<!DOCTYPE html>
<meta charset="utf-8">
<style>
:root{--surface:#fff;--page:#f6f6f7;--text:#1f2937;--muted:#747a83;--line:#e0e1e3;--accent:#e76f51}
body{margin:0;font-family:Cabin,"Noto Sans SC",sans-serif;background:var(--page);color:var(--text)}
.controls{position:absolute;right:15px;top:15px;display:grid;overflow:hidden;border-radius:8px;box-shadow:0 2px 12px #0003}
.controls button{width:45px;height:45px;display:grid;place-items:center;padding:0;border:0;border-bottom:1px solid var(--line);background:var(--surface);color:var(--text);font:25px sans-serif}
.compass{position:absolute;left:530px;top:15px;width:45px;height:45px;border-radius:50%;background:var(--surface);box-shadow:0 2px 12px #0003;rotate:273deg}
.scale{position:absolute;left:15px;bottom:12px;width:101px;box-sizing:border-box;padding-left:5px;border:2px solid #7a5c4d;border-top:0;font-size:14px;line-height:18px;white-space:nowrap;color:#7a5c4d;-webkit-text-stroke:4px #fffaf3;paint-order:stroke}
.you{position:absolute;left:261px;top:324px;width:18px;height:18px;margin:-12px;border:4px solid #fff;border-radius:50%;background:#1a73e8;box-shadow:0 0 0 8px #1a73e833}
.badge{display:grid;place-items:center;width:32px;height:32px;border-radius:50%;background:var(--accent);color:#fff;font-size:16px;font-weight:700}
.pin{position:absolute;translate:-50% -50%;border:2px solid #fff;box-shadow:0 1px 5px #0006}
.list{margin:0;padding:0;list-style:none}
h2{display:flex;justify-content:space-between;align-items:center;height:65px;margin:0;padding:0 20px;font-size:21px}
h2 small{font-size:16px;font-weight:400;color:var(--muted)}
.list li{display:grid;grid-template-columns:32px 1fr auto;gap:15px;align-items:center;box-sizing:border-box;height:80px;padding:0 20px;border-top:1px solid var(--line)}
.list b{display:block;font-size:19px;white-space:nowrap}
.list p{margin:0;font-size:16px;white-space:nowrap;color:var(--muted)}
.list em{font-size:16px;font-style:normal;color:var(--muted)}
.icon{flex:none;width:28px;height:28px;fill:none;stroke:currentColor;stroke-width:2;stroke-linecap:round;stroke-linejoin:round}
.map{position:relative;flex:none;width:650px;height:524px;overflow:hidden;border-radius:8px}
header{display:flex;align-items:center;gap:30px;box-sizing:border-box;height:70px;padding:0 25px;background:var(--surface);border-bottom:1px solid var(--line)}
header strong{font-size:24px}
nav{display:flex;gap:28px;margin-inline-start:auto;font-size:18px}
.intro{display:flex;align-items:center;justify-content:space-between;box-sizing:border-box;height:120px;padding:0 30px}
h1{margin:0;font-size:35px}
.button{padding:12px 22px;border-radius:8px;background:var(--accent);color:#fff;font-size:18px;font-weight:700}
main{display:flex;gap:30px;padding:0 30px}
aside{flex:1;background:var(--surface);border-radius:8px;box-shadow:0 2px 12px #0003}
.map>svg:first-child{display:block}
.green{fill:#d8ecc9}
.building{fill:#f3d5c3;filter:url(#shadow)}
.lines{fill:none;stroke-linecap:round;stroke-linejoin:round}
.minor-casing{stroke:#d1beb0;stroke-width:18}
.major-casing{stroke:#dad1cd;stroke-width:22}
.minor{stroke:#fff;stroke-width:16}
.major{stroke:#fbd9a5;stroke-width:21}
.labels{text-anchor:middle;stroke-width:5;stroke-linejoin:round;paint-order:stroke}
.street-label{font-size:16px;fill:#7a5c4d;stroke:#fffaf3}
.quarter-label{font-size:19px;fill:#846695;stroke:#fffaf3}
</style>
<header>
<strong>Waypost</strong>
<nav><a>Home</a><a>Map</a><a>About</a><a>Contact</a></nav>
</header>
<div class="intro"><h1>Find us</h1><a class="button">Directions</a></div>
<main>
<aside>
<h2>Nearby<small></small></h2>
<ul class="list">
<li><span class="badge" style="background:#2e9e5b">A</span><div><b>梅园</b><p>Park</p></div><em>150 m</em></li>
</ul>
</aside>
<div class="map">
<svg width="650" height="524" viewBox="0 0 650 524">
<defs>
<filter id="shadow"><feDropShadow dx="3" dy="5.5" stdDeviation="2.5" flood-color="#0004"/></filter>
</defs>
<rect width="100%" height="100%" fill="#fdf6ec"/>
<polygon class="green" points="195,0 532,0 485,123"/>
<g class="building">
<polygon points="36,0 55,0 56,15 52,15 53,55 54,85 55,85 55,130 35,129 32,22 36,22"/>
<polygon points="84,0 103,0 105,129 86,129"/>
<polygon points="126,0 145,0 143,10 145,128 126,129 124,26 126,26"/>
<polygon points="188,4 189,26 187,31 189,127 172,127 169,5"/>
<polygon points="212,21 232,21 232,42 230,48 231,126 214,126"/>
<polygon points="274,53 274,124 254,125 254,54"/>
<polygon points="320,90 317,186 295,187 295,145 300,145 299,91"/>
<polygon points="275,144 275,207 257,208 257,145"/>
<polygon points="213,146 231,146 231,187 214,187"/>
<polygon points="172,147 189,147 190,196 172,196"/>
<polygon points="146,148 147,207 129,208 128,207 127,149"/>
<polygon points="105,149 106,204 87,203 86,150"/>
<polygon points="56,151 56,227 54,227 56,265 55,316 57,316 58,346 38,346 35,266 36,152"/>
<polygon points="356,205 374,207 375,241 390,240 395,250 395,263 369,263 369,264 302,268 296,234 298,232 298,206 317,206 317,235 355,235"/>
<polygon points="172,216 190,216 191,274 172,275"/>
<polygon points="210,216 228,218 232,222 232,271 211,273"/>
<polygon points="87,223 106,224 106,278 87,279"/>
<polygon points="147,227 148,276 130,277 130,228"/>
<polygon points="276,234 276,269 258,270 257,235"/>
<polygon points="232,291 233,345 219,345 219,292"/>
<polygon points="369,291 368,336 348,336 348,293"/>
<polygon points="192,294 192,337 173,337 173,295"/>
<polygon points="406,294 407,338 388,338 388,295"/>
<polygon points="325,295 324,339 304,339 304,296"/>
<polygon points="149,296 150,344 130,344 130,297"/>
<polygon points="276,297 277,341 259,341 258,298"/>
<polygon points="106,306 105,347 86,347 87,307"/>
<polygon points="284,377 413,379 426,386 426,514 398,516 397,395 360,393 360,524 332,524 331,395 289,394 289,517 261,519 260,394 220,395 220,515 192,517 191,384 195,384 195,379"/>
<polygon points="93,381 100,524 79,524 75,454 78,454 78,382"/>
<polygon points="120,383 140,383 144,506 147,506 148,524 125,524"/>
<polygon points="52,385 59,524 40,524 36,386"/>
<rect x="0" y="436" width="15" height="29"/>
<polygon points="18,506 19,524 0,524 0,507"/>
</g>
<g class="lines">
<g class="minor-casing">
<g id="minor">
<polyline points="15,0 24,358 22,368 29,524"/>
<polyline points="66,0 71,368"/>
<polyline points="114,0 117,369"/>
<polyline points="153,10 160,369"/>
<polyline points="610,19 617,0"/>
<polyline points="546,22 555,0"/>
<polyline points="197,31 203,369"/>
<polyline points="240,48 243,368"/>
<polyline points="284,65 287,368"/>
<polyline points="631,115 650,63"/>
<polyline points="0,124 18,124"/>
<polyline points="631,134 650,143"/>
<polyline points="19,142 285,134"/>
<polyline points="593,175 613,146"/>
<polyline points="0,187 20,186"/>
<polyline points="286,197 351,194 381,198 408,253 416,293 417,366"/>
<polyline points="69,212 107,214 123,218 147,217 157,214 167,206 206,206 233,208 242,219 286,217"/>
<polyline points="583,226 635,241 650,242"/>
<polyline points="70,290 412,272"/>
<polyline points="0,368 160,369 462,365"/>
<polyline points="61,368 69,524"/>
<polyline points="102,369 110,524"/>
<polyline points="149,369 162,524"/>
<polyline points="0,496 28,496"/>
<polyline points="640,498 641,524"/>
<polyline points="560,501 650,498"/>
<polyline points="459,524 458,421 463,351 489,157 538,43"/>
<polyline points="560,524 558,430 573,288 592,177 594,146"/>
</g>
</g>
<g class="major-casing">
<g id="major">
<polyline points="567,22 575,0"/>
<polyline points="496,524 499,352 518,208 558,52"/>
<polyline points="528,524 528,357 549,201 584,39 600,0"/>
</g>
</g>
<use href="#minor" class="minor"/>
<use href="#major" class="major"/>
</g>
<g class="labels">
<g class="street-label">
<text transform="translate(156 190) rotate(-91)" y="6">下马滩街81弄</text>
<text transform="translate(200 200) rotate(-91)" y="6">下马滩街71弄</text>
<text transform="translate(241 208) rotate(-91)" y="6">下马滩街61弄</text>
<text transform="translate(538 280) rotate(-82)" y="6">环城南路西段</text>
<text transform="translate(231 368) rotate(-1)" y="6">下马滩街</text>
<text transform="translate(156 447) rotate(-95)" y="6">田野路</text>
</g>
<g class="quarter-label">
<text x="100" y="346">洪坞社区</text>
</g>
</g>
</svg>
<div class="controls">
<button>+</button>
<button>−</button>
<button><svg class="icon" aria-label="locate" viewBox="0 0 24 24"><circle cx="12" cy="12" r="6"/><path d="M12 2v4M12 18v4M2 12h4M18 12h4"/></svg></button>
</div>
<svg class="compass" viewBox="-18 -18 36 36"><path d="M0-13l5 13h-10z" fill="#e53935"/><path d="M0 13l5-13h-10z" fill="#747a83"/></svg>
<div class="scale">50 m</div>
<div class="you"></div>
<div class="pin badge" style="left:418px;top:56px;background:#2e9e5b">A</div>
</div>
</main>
•••
**YOUR ASSIGNMENT**
If a line of the entries holds the word "nowrap", copy it out.

**RESPONSE**
.scale{position:absolute;left:15px;bottom:12px;width:101px;box-sizing:border-box;padding-left:5px;border:2px solid #7a5c4d;border-top:0;font-size:14px;line-height:18px;white-space:nowrap;color:#7a5c4d;-webkit-text-stroke:4px #fffaf3;paint-order:stroke}
.list b{display:block;font-size:19px;white-space:nowrap}
.list p{margin:0;font-size:16px;white-space:nowrap;color:var(--muted)}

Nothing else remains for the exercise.